ART Regulations-2023: The health ministry has tightened regulations for Assisted Reproductive Technology (ART), commonly used to treat infertility through vitro fertilization (IVF), aiming to rein in a mushrooming money-making industry.
Many couples with infertility issues opt for IVF. India has as many as 27.5 million infertile people, according to the Indian Society of Assisted Reproduction.
Many couples with infertility issues opt for IVF.
According to the recent government Ministry of Health notification, IVF clinics have to follow compliance procedures with respect to the retrieval of oocytes
(a developing egg in a female), limiting the number of oocytes in one cycle, and putting a cap on the number of embryos that can be transferred to the female during the treatment cycle.
The government has reminded clinics that procedures should be conducted in females of advanced maternal age and those who have faced recurrent miscarriages.
The Assisted Reproductive Technology Regulations, 2023 mention that a gynaecologist should transfer 1-2 embryos in the uterus during a treatment cycle depending upon the medical condition of the patient.
Only in exceptional circumstances—such as advanced maternal age, recurrent miscarriages and recurrent implantation failure—can three embryos be transferred. In any case, the doctor cannot transfer more than three embryos.

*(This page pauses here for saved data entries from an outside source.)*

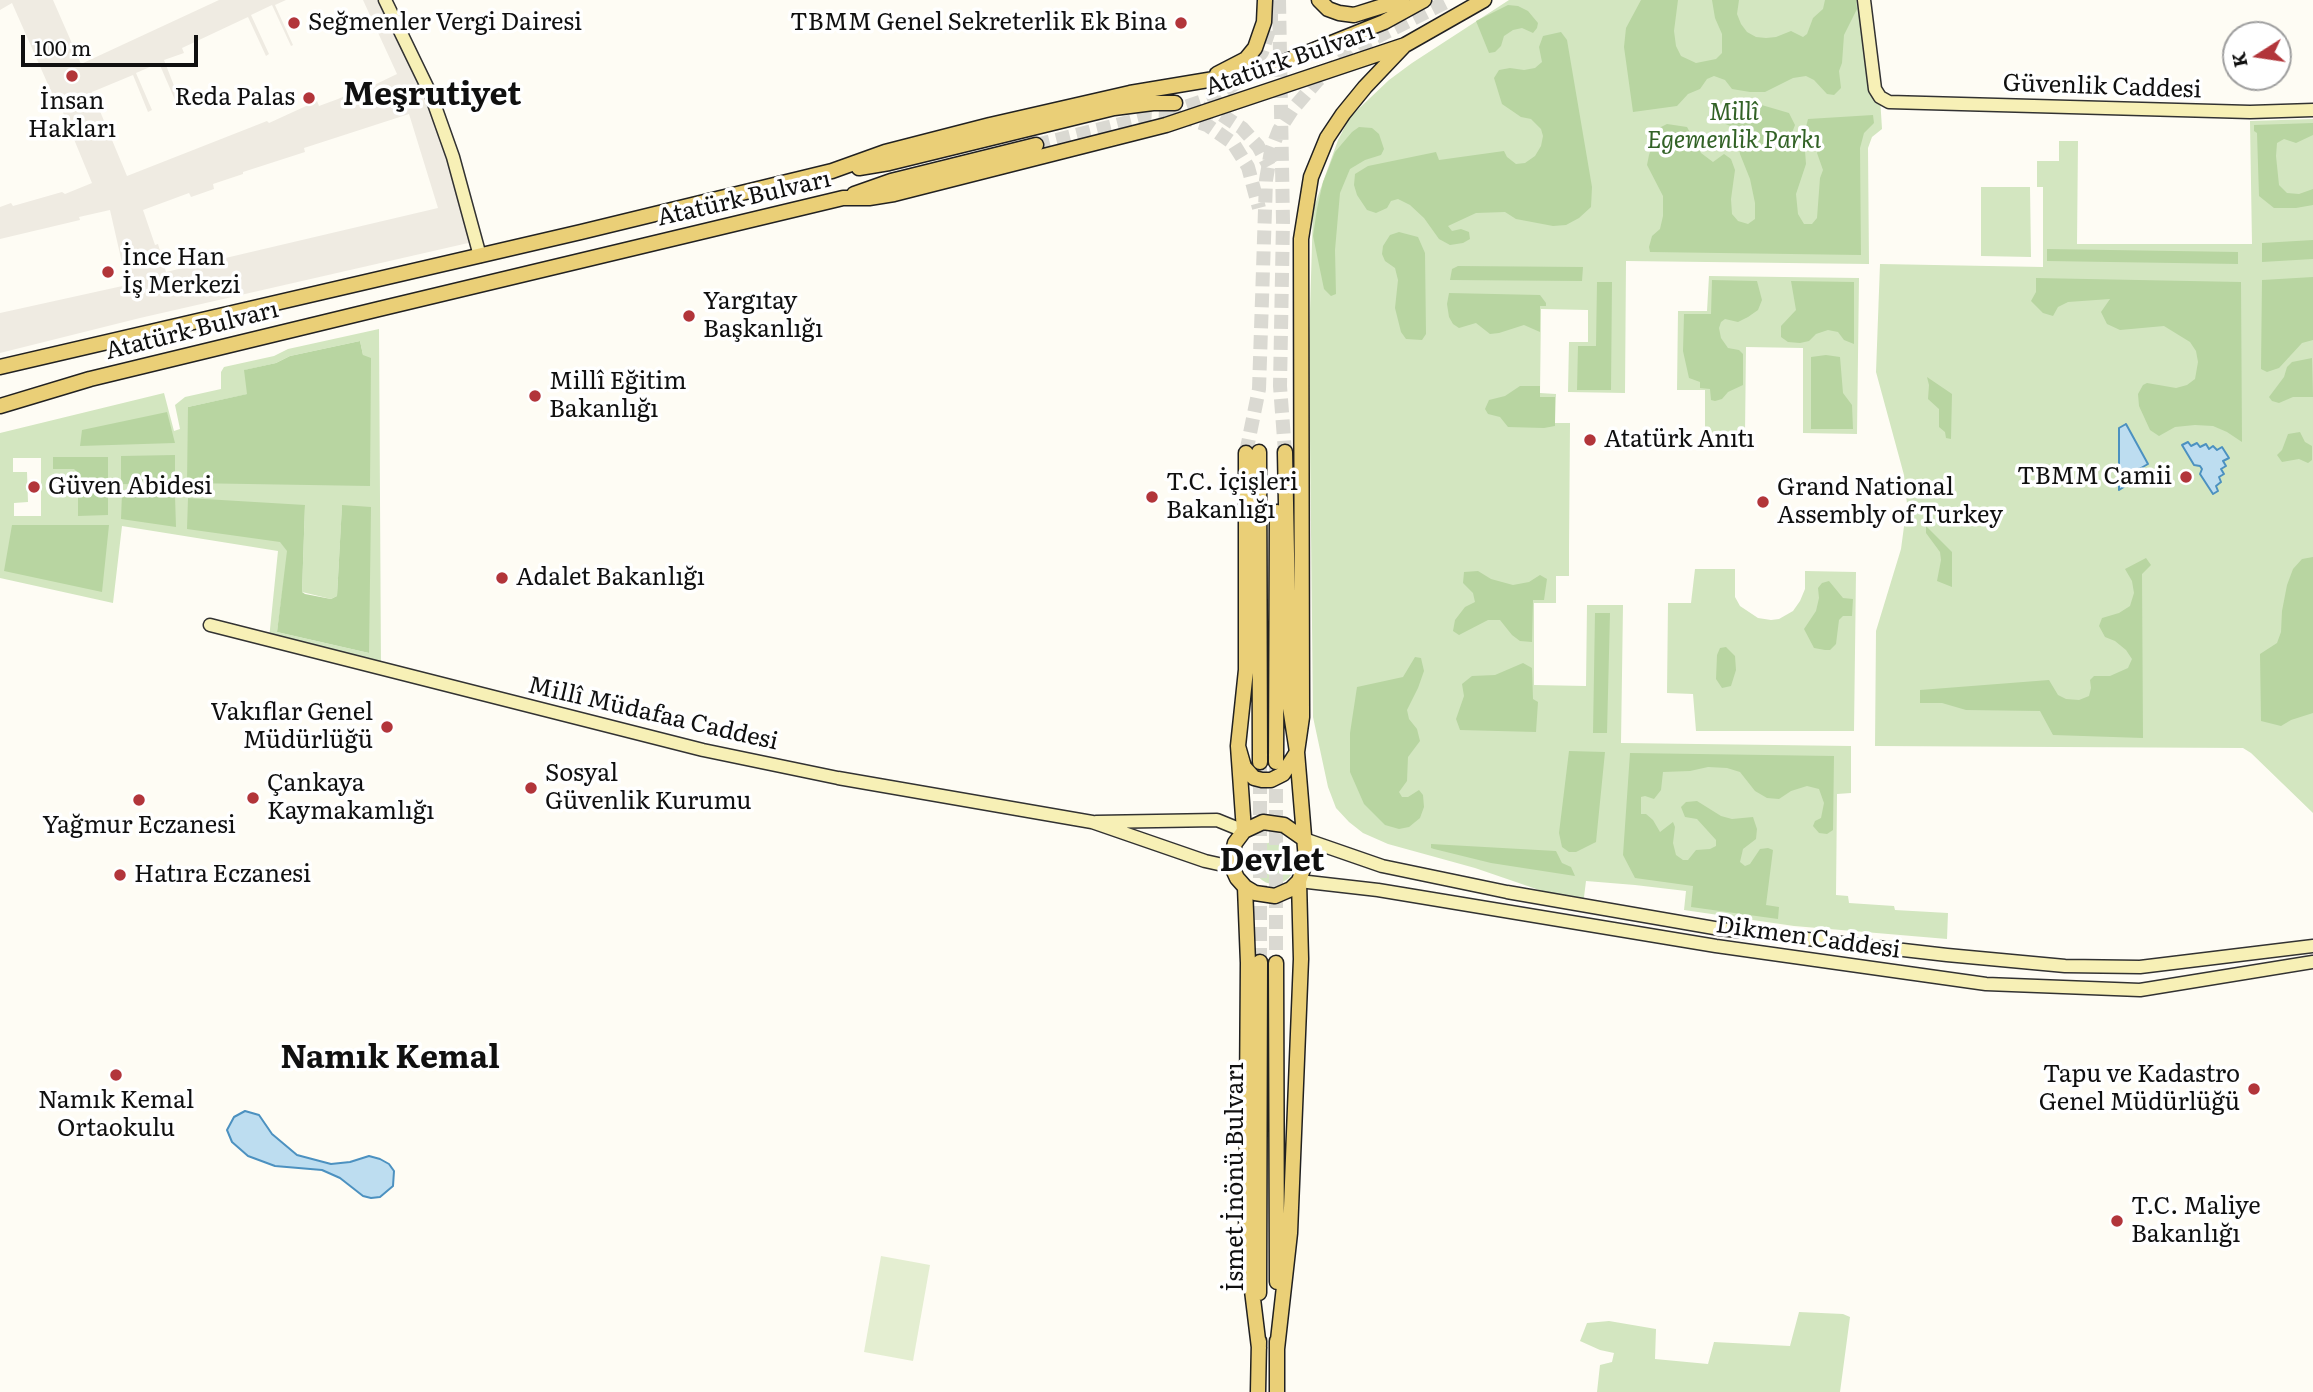 <!DOCTYPE html>
<meta charset="utf-8">
<style>
body{margin:0}
#map{position:relative;width:2313px;height:1392px;overflow:hidden;background:#fefcf4;font-family:Literata,serif}
canvas{display:block}
.north{position:absolute;left:2222px;top:21px;width:70px;height:70px;box-sizing:border-box;background:#fff;border:2px solid #9f9f9f;border-radius:50%;rotate:258deg;font-size:19px;font-weight:700;line-height:28px;text-align:center;color:#101010}
.north::after{content:'';display:block;margin:auto;width:24px;height:32px;background:#b2353a;clip-path:polygon(50% 0,100% 100%,50% 72%,0 100%)}
.scale{position:absolute;left:21px;top:35px;width:177px;height:32px;box-sizing:border-box;border:4px solid #101010;border-top:0;padding-left:9px;font-size:21px;line-height:24px;white-space:nowrap;color:#101010;-webkit-text-stroke:5px #fff;paint-order:stroke}
</style>
<div id="map">
<canvas width="2313" height="1392"></canvas>
<div class="north">K</div>
<div class="scale">100 m</div>
</div>
<script>
const c = document.querySelector('canvas').getContext('2d');
c.lineJoin = 'round';
function fillPath(path, color) { c.fillStyle = color; c.fill(path, 'evenodd'); }
const poly = rows => new Path2D(rows.map(r => 'M' + r).join(''));
function trace(path, color, width, dash) { c.strokeStyle = color; c.lineWidth = width; c.lineCap = dash ? 'butt' : 'round'; c.setLineDash(dash || []); c.stroke(path); }
function write(font, color, halo, rows, align = 'center') {
  c.font = font + ' Literata,serif'; c.lineWidth = 7; c.setLineDash([]); c.textBaseline = 'middle'; c.strokeStyle = halo; c.fillStyle = color; for (const [text, x, y, turn = 0] of rows) {
    c.save(); c.translate(x, y); c.rotate((+turn || 0) * Math.PI / 180); c.textAlign = isNaN(turn) ? turn : align; if (halo) c.strokeText(text, 0, 0); c.fillText(text, 0, 0); c.restore();
  }
}
const green = poly([
 [1509,0,1864,0,1880,97,1882,129,1872,137,1868,148,1869,264,1626,261,1625,393,1568,392,1569,342,1588,342,1588,310,1541,309,1540,393,1556,394,1555,423,1570,423,1569,548,1569,576,1556,576,1556,603,1534,603,1534,685,1586,686,1587,605,1623,605,1621,743,1851,746,1851,793,1837,794,1836,895,1848,896,1849,903,1894,906,1895,910,1948,913,1947,939,1794,926,1684,910,1686,891,1635,885,1586,881,1583,905,1475,868,1388,844,1363,833,1349,822,1336,808,1328,787,1313,717,1309,345,1313,210,1338,140,1350,117,1389,80,1412,63],
 [2313,119,2313,813,2251,753,2243,748,1875,746,1876,631,1901,549,1907,504,1904,475,1876,372,1880,264,2043,267,2043,187,2037,187,2037,161,2059,161,2059,141,2078,141,2077,244,2252,244,2250,121],
 [1981,187,2030,187,2031,257,1981,256],
 [1709,276,1859,278,1857,434,1803,433,1803,348,1746,347,1745,433,1705,433,1705,390,1677,390,1678,311,1707,311],
 [379,329,381,669,269,639,278,551,122,526,113,603,0,578,0,433,164,393,174,431,180,429,175,405,185,397,221,389,221,372,224,367,274,356,288,349],
 [360,341,363,355,188,483,188,407,248,394,245,370,276,363,290,356],
 [13,458,41,458,41,516,14,516,14,503,28,502,27,472,13,472],
 [305,505,302,592,331,599,337,596,342,506,369,653,277,632,288,551,281,542],
 [1695,569,1735,569,1735,597,1740,606,1758,618,1771,620,1779,619,1793,611,1800,601,1805,589,1805,571,1856,572,1854,731,1696,731,1693,694,1667,693,1668,603,1691,603],
 '1253 863a21 21 0 1 1 42 0a21 21 0 1 1-42 0Z',
 [1799,1312,1843,1314,1850,1317,1840,1392,1597,1392,1600,1365,1612,1362,1614,1353,1600,1350,1580,1341,1587,1323,1609,1321,1656,1329,1655,1359,1708,1364,1714,1342,1790,1346]
]);
const forest = poly([
 [1641,0,1678,0,1674,31,1676,46,1681,56,1696,63,1716,59,1722,53,1722,34,1715,18,1712,0,1739,0,1737,14,1741,24,1747,32,1756,37,1766,38,1776,37,1791,31,1803,37,1807,34,1813,18,1823,9,1825,0,1856,0,1857,9,1844,35,1842,63,1839,71,1841,88,1834,95,1827,94,1814,80,1806,76,1793,78,1765,92,1750,92,1732,89,1725,80,1714,76,1707,79,1700,89,1688,94,1677,106,1633,112,1624,47,1626,28],
 [1508,5,1518,6,1528,11,1538,23,1537,28,1533,33,1522,28,1513,30,1504,36,1501,46,1495,52,1489,53,1476,21],
 [1561,32,1567,40,1592,187,1591,207,1579,218,1566,225,1553,226,1516,219,1505,212,1476,213,1448,226,1452,231,1461,229,1469,232,1470,239,1463,243,1450,245,1439,239,1424,218,1410,205,1398,199,1391,201,1387,208,1376,213,1367,210,1357,195,1354,185,1355,174,1368,166,1436,152,1439,160,1504,151,1507,157,1516,164,1525,163,1535,156,1541,146,1543,136,1541,129,1531,119,1521,117,1502,104,1494,78,1499,70,1510,68,1524,70,1535,68,1542,62,1539,47,1543,36],
 [1748,101,1789,113,1795,125,1790,138,1797,149,1805,151,1806,164,1796,194,1798,214,1804,224,1812,224,1817,218,1820,178,1823,170,1817,153,1822,141,1806,127,1808,119,1873,115,1874,123,1864,133,1860,148,1861,255,1650,252,1649,247,1652,236,1660,229,1663,216,1663,196,1647,165,1649,155,1659,128,1667,124,1687,127,1701,153,1713,162,1724,154,1731,159,1735,170,1731,199,1732,214,1738,221,1748,224,1755,219,1755,203,1750,179,1740,154,1735,128,1721,122,1719,116,1720,111,1730,103],
 [2313,123,2313,135,2296,143,2284,139,2277,143,2276,156,2279,185,2287,193,2299,194,2313,189,2313,205,2296,208,2274,208,2259,196,2257,133,2254,131,2254,125],
 [1359,127,1372,128,1379,134,1384,149,1381,155,1365,160,1350,169,1340,193,1335,250,1336,294,1331,296,1324,289,1313,236,1317,209,1323,182,1335,152,1352,132],
 [1399,232,1418,237,1425,253,1426,334,1422,340,1406,339,1401,332,1395,308,1398,280,1395,268,1385,261,1382,254,1383,246,1390,235],
 [2313,240,2313,259,2262,262,2262,243],
 [2047,249,2238,252,2238,264,2047,261],
 [1458,266,1583,267,1582,281,1450,280,1452,269],
 [2313,277,2313,340,2302,343,2279,368,2267,372,2261,369,2262,280],
 [2036,278,2241,282,2242,442,2227,432,2213,426,2195,425,2175,427,2159,436,2150,430,2139,406,2138,394,2143,385,2147,383,2176,388,2187,385,2195,379,2198,362,2196,351,2190,342,2164,326,2120,330,2107,324,2101,312,2110,299,2068,302,2058,307,2053,316,2043,313,2031,301,2036,292],
 [1712,280,1757,281,1762,300,1758,310,1748,317,1738,322,1725,319,1721,322,1719,328,1721,338,1728,348,1739,350,1743,354,1743,385,1728,392,1722,399,1715,401,1711,400,1710,389,1700,388,1700,382,1689,378,1683,351,1684,314,1711,314],
 [1791,281,1854,282,1854,344,1844,340,1838,332,1828,330,1816,334,1809,341,1800,343,1788,342,1781,337,1781,326,1796,310],
 [1597,282,1612,282,1611,390,1577,390,1578,346,1596,346],
 [1449,293,1540,295,1546,303,1546,306,1540,306,1540,332,1524,325,1499,333,1490,334,1476,323,1459,328,1453,324,1449,317,1447,304],
 [360,341,363,355,371,358,370,486,187,483,188,407,247,394,244,370,276,363,290,356],
 [1826,355,1840,357,1843,393,1852,405,1853,429,1811,429,1811,357],
 [2312,358,2313,397,2293,397,2279,403,2272,401,2269,397,2284,377,2287,367,2292,362],
 [1927,377,1952,394,1951,439,1946,438,1945,432,1939,427,1939,409,1928,399,1929,385],
 [1520,386,1540,386,1540,397,1555,397,1555,426,1544,428,1508,427,1500,417,1488,414,1485,409,1489,400,1505,396],
 [167,412,175,443,80,446,82,430],
 [2300,432,2305,442,2312,446,2312,460,2308,463,2299,459,2282,462,2277,455,2282,450,2288,434],
 [175,455,175,485,121,484,121,456],
 [53,457,108,457,108,515,78,516,78,473,74,469,53,469],
 [122,493,175,496,176,527,121,519],
 [188,498,305,505,302,592,305,594,331,599,337,596,342,505,371,507,369,653,277,632,287,551,280,542,187,529],
 [12,525,109,525,102,592,4,571],
 [1926,526,1952,552,1952,587,1937,581,1941,560,1940,552,1926,533],
 [2313,557,2313,713,2291,720,2281,726,2261,721,2260,654,2277,643,2281,632,2282,611,2287,585,2293,569,2302,559],
 [2146,558,2151,565,2142,574,2143,738,2053,735,2040,711,1966,710,1942,703,1920,703,1920,690,2049,680,2058,695,2066,699,2079,700,2089,696,2091,688,2090,680,2094,676,2110,676,2128,668,2132,659,2126,650,2115,641,2105,637,2099,626,2102,618,2119,613,2130,606,2134,593,2132,581,2125,569],
 [1478,571,1491,579,1513,585,1529,582,1540,575,1547,579,1544,600,1533,600,1532,642,1520,641,1512,635,1500,620,1488,620,1459,635,1453,631,1455,620,1465,607,1475,602,1473,593,1463,583,1464,572],
 [1829,581,1843,598,1853,599,1852,616,1843,616,1839,620,1836,644,1830,650,1825,650,1814,648,1804,629,1816,611,1819,598,1818,588,1822,583],
 [1595,613,1610,613,1607,733,1593,733],
 [1726,647,1735,656,1736,670,1731,686,1722,688,1716,679,1717,655,1720,648],
 [1415,657,1421,658,1424,671,1418,688,1407,710,1409,719,1417,729,1420,741,1408,757,1407,781,1399,792,1402,797,1408,797,1419,790,1423,795,1424,807,1420,818,1409,827,1399,829,1385,825,1364,804,1350,772,1350,733,1357,687,1403,677],
 [1523,663,1532,668,1533,699,1538,702,1536,732,1460,730,1456,719,1464,696,1462,684,1472,676,1495,675],
 [1569,751,1605,752,1596,842,1576,852,1569,852,1562,847,1559,833],
 [1630,753,1834,756,1833,830,1827,834,1819,833,1813,826,1815,821,1821,818,1824,803,1819,789,1807,786,1791,791,1779,799,1767,798,1755,791,1740,772,1727,768,1708,767,1690,771,1663,772,1661,790,1654,799,1645,796,1641,797,1641,814,1646,814,1653,820,1660,832,1673,822,1675,827,1673,843,1676,855,1683,860,1688,860,1696,850,1710,849,1716,846,1716,840,1697,819,1685,817,1681,807,1686,802,1697,801,1721,816,1732,819,1753,817,1757,829,1756,839,1743,849,1740,862,1745,866,1750,864,1760,849,1768,848,1773,850,1766,905,1779,907,1778,919,1691,907,1693,886,1635,878,1623,855],
 [1431,844,1556,851,1562,863,1571,867,1575,876,1491,863,1434,849,1431,848]
]);
const pitch = poly([
 [881,1256,930,1265,913,1361,864,1352]
]);
const plaza = poly([
 [0,0,53,0,81,64,219,0,286,0,275,5,293,45,291,46,272,5,251,15,269,54,266,56,248,17,182,48,184,53,164,60,178,96,175,100,159,63,136,73,152,110,148,112,133,75,92,92,127,176,267,121,269,123,317,101,319,106,338,99,356,91,354,87,369,81,372,86,397,74,363,0,385,0,431,95,477,241,140,318,0,353,0,313,127,285,110,210,79,217,80,220,0,239,0,207,11,203,13,206,62,192,65,194,92,183,57,98,54,98,12,3,0,10],
 [409,114,438,208,166,272,158,244,155,245,143,210,189,193,191,197,214,189,213,184,243,174,243,172,305,152,304,148]
]);
const water = poly([
 [2126,424,2148,464,2127,476,2127,485,2119,490,2119,428,2126,424],
 [2188,442,2191,446,2197,443,2200,447,2206,444,2209,449,2213,446,2217,450,2222,447,2229,458,2223,461,2226,466,2221,469,2224,474,2219,477,2221,482,2216,486,2218,491,2213,494,2200,474,2202,469,2200,466,2194,465,2182,445,2188,442],
 [245,1111,259,1115,272,1134,297,1155,331,1164,350,1162,369,1156,380,1159,389,1164,394,1171,393,1186,380,1197,371,1198,363,1196,340,1178,322,1170,275,1166,248,1156,232,1142,227,1130,234,1117,245,1111]
]);
const primaryTunnel = poly([
 [1279,0,1283,221,1280,386,1285,452],
 [1202,108,1222,115,1242,128,1258,146,1269,166],
 [1167,113,1215,97,1242,79,1262,52,1271,24,1271,9],
 [1036,145,1149,117,1189,119,1207,125,1233,143,1248,167,1259,208],
 [1246,453,1259,389,1266,180,1271,151,1279,130,1292,110,1318,80,1341,61,1367,42,1450,0],
 [1276,768,1276,963],
 [1260,962,1260,762]
]);
const secondary = poly([
 [385,0,431,95,453,157,480,256],
 [1864,0,1875,89,1880,97,1889,102,2250,112,2313,110],
 [210,625,703,750,838,778,1092,822,1205,861,1232,867],
 [1096,822,1217,820,1244,831],
 [1304,839,1382,866,1507,892,1720,929,1947,955,2065,966,2140,967,2313,946],
 [1299,881,1378,890,1716,946,1986,984,2140,990,2313,962]
]);
const primary = poly([
 [1319,0,1328,9,1339,13,1354,15,1402,0],
 [1217,74,1246,59,1255,48,1264,22,1265,0],
 [859,168,889,163,1114,108,1153,103,1175,103],
 [854,194,891,181,1036,145],
 [0,367,581,232,832,171,885,152,990,125,1130,93,1262,71,1384,22,1424,0],
 [0,406,90,379,379,309,843,198,869,198,894,194,1166,125,1405,45,1484,0],
 [1259,452,1260,762],
 [1238,746,1244,767,1254,778,1262,780,1271,780,1283,774,1297,752,1302,717,1301,239,1311,177,1327,138,1343,114,1365,87,1403,47],
 [1276,762,1277,512],
 [1244,831,1238,746,1246,670,1246,453],
 [1299,881,1291,889,1275,896,1255,893,1245,887,1237,878,1232,867,1232,855,1235,843,1244,831,1263,822,1284,825,1304,839],
 [1245,887,1248,963,1246,1241,1259,1348],
 [1276,963,1277,1282],
 [1259,1293,1260,962],
 [1277,1341,1277,1392],
 [1277,1349,1290,1233,1301,959,1299,881,1306,860,1297,752,1290,707,1285,452],
 [1258,1392,1259,1341]
]);
const markers = [
 [294,23,7,"#b2353a"],
 [1181,23,7,"#b2353a"],
 [72,76,7,"#b2353a"],
 [309,98,7,"#b2353a"],
 [108,272,7,"#b2353a"],
 [689,316,7,"#b2353a"],
 [535,396,7,"#b2353a"],
 [1590,440,7,"#b2353a"],
 [2186,477,7,"#b2353a"],
 [34,487,7,"#b2353a"],
 [1152,497,7,"#b2353a"],
 [1763,502,7,"#b2353a"],
 [502,578,7,"#b2353a"],
 [387,727,7,"#b2353a"],
 [531,788,7,"#b2353a"],
 [253,798,7,"#b2353a"],
 [139,800,7,"#b2353a"],
 [120,875,7,"#b2353a"],
 [116,1075,7,"#b2353a"],
 [2254,1089,7,"#b2353a"],
 [2117,1221,7,"#b2353a"]
];
const poiNames = [
 ["Seğmenler Vergi Dairesi",308,23],
 ["TBMM Genel Sekreterlik Ek Bina",1167,23,"right"],
 ["Reda Palas",295,98,"right"],
 ["İnsan",72,102,"center"],
 ["Hakları",72,130,"center"],
 ["İnce Han",122,258],
 ["İş Merkezi",122,286],
 ["Yargıtay",703,302],
 ["Başkanlığı",703,330],
 ["Millî Eğitim",549,382],
 ["Bakanlığı",549,410],
 ["Atatürk Anıtı",1604,440],
 ["TBMM Camii",2172,477,"right"],
 ["T.C. İçişleri",1166,483],
 ["Bakanlığı",1166,511],
 ["Güven Abidesi",48,487],
 ["Grand National",1777,488],
 ["Assembly of Turkey",1777,516],
 ["Adalet Bakanlığı",516,578],
 ["Vakıflar Genel",373,713,"right"],
 ["Müdürlüğü",373,741,"right"],
 ["Sosyal",545,774],
 ["Güvenlik Kurumu",545,802],
 ["Çankaya",267,784],
 ["Kaymakamlığı",267,812],
 ["Yağmur Eczanesi",139,826,"center"],
 ["Hatıra Eczanesi",134,875],
 ["Tapu ve Kadastro",2240,1075,"right"],
 ["Genel Müdürlüğü",2240,1103,"right"],
 ["Namık Kemal",116,1101,"center"],
 ["Ortaokulu",116,1129,"center"],
 ["T.C. Maliye",2131,1207],
 ["Bakanlığı",2131,1235]
];
const streetNames = [
 ["Atatürk Bulvarı",1290,60,-19],
 ["Güvenlik Caddesi",2102,87,2],
 ["Atatürk Bulvarı",744,199,-13],
 ["Atatürk Bulvarı",192,331,-14],
 ["Millî Müdafaa Caddesi",653,714,13],
 ["Dikmen Caddesi",1808,938,8],
 ["İsmet İnönü Bulvarı",1236,1177,-90]
];
const parkNames = [
 ["Millî",1734,113],
 ["Egemenlik Parkı",1734,141]
];
const districtNames = [
 ["Meşrutiyet",432,96],
 ["Devlet",1272,862],
 ["Namık Kemal",390,1059]
];
fillPath(green, '#d3e6c0');
fillPath(forest, '#b8d5a1');
fillPath(pitch, '#e4eed1');
fillPath(plaza, '#efebe2');
fillPath(water, '#bdddf0');
trace(water, '#4c91c0', 2);
trace(primaryTunnel, '#dad9d2', 14, [14, 7]);
trace(secondary, '#323232', 15);
trace(primary, '#212121', 17);
trace(secondary, '#f7f0b6', 12);
trace(primary, '#eacf77', 14);
for (const [x, y, r, color] of markers) { const dot = new Path2D(); dot.arc(x, y, r, 0, 2 * Math.PI); c.fillStyle = color; c.fill(dot); trace(dot, '#fff', 2.5); }
write('24px', '#101010', '#fff', poiNames, 'left');
write('24px', '#101010', '#fff', streetNames);
write('italic 24px', '#326226', '#fff', parkNames);
write('bold 32px', '#101010', '#fff', districtNames);
</script>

Now that the government has limited the number of embryo transfers, i.e., 1-2 in a cycle and in rare cases 3 embryos, the biggest advantage of this capping is that it will prevent multiple births like triplets or quadruplets.
Besides this, it will decrease morbidity in the newborns and thus, reduce the pressure on the healthcare system.
Many IVF clinics across the country operate with semi-trained staff and no expertise in the field that put patients lives at risk. Hence, such regulations are required from time to time to regulate the industry.
According to government notification clinics shall retrieve oocytes from the donor after the consent of the donor and for retrieving oocytes from the donor, clinics shall make efforts to retrieve not more than seven oocytes during one cycle.
Further, the notification said clinics shall retrieve all formed follicles and ensure controlled ovarian stimulation of woman to prevent ovarian hyperstimulation.
The tightening of regulations will have an impact on the mushrooming IVF industry and help rein in unnecessary procedures undertaken by clinics just to make money.
The ministry also regulated the procedure for embryo transfer in the uterus.
*Dr. Narresh Purohit-MD, DNB, DIH, MHA, MRCP(UK), is an Epidemiologist, and Advisor-National Communicable Disease Control Program of Govt. of India, Madhya Pradesh and several state organizations.)